The Universitat Oberta de Catalunya is leading a project with Japanese and Polish researchers to automatically differentiate between original and fake multimedia content, using techniques from digital content forensics analysis, watermarking and AI.
Social media represents a major channel for the spreading of fake news and disinformation. This situation has been made worse with recent advances in photo and video editing and artificial intelligence tools, which make it easy to tamper with audiovisual files – for example with so-called deepfakes, which combine and superimpose images, audio and video clips to create montages that look like real footage.
Researchers from the K-riptography and Information Security for Open Networks (KISON) and the Communication Networks & Social Change (CNSC) groups of the Internet Interdisciplinary Institute (IN3) at the Universitat Oberta de Catalunya (UOC) have launched a new project to develop innovative technology that, using artificial intelligence and data concealment techniques, should help users to automatically differentiate between original and adulterated multimedia content, thus contributing to minimising the reposting of fake news. DISSIMILAR is an international initiative headed by the UOC including researchers from the Warsaw University of Technology (Poland) and Okayama University (Japan).

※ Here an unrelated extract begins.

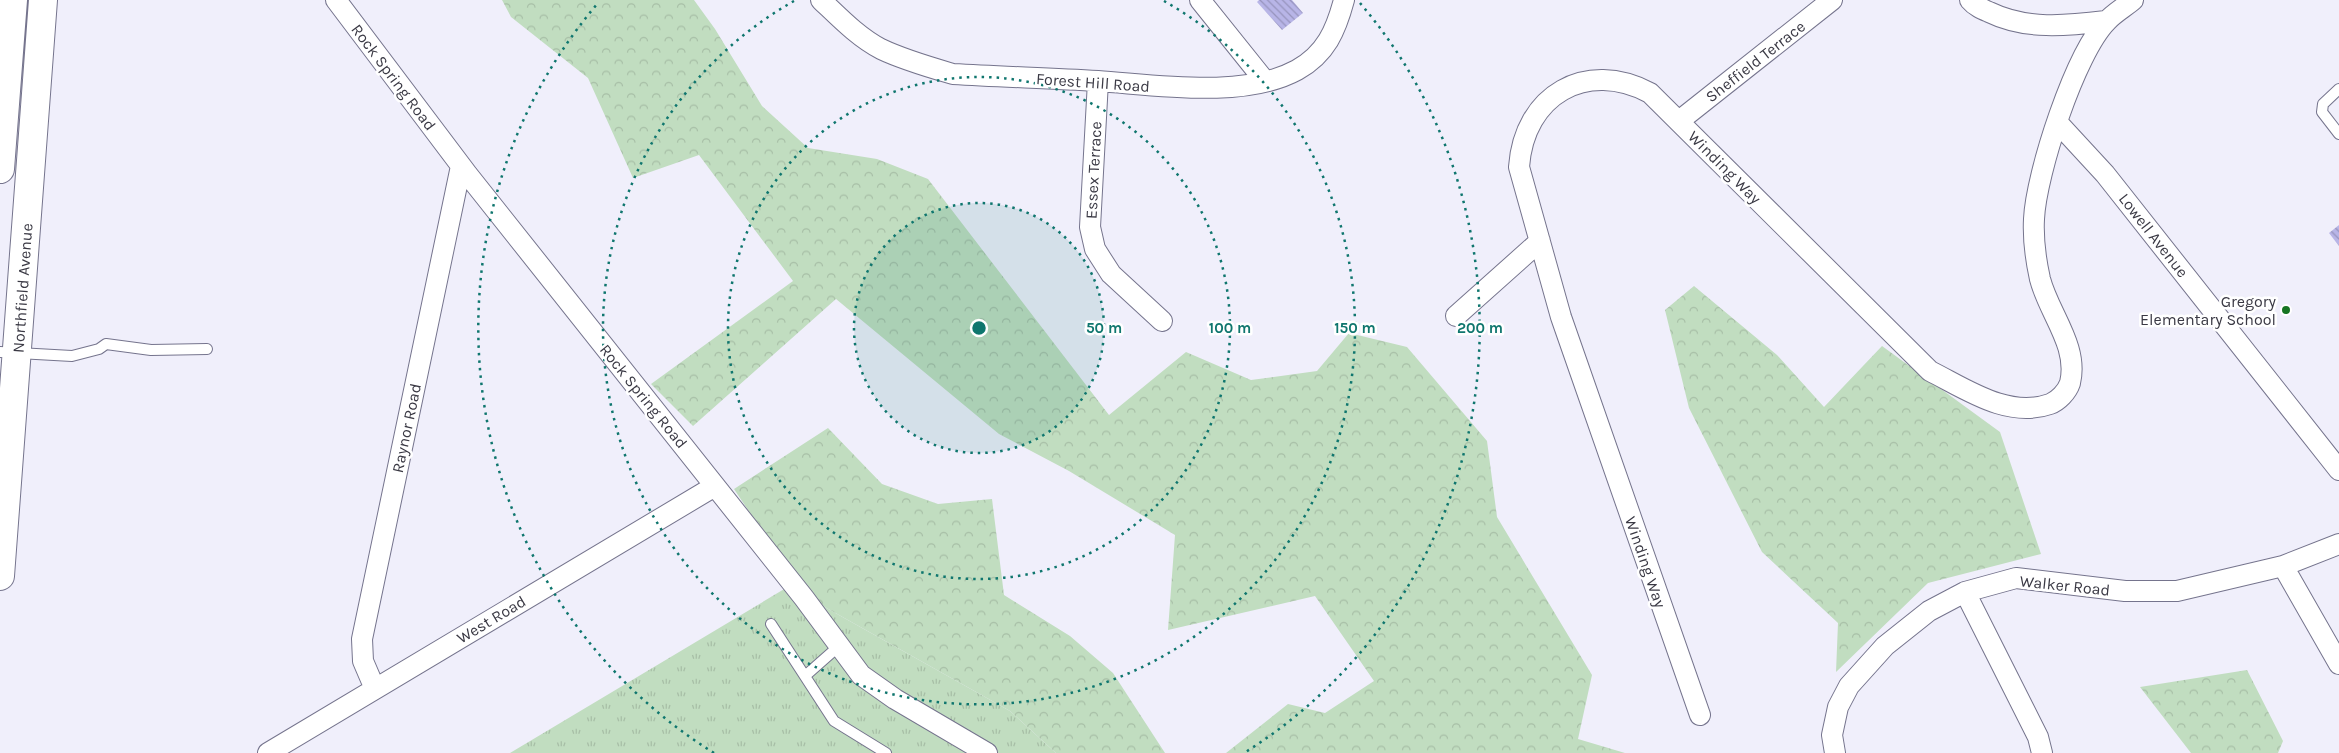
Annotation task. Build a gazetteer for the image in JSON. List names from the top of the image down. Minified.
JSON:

‘The project has two objectives: firstly, to provide content creators with tools to watermark their creations, thus making any modification easily detectable; and secondly, to offer social media users tools based on latest-generation signal processing and machine learning methods to detect fake digital content,’ explained Professor David Megías, KISON lead researcher and director of the IN3. Furthermore, DISSIMILAR aims to include ‘the cultural dimension and the viewpoint of the end user throughout the entire project’, from the designing of the tools to the study of usability in the different stages.
The danger of bias
Currently, there are basically two types of tools to detect fake news. Firstly, there are automatic ones based on machine learning, of which (currently) only a few prototypes are in existence. And, secondly, there are the fake news detection platforms featuring human involvement, as is the case with Facebook and Twitter, which require the participation of people to ascertain whether specific content is genuine or fake.
According to David Megías, this centralised solution could be affected by ‘different biases’ and encourage censorship. ‘We believe that an objective assessment based on technological tools might be a better option, provided that users have the last word on deciding, on the basis of a pre-evaluation, whether they can trust certain content or not,’ he explained.
For Megías, there is no ‘single silver bullet’ that can detect fake news: rather, detection needs to be carried out with a combination of different tools. ‘That’s why we’ve opted to explore the concealment of information (watermarks), digital content forensics analysis techniques (to a great extent based on signal processing) and, it goes without saying, machine learning’, he noted.
Automatically verifying multimedia files
Digital watermarking comprises a series of techniques in the field of data concealment that embed imperceptible information in the original file to be able ‘easily and automatically’ verify a multimedia file.
‘It can be used to indicate a content’s legitimacy by, for example, confirming that a video or photo has been distributed by an official news agency, and can also be used as an authentication mark, which would be deleted in the case of modification of the content, or to trace the origin of the data. In other words, it can tell if the source of the information (e.g. a Twitter account) is spreading fake content,’ explained Megías.
Digital content forensics analysis techniques
The project will combine the development of watermarks with the application of digital content forensics analysis techniques. The goal is to leverage signal processing technology to detect the intrinsic distortions produced by the devices and programs used when creating or modifying any audiovisual file.
These processes give rise to a range of alterations, such as sensor noise or optical distortion, which could be detected by means of machine learning models. ‘The idea is that the combination of all these tools improves outcomes when compared with the use of single solutions,’ stated Megías.
Studies with users in Spain, Poland and Japan
One of the key characteristics of DISSIMILAR is its ‘holistic’ approach and its gathering of the ‘perceptions and cultural components around fake news’. With this in mind, different user-focused studies will be carried out, broken down into different stages.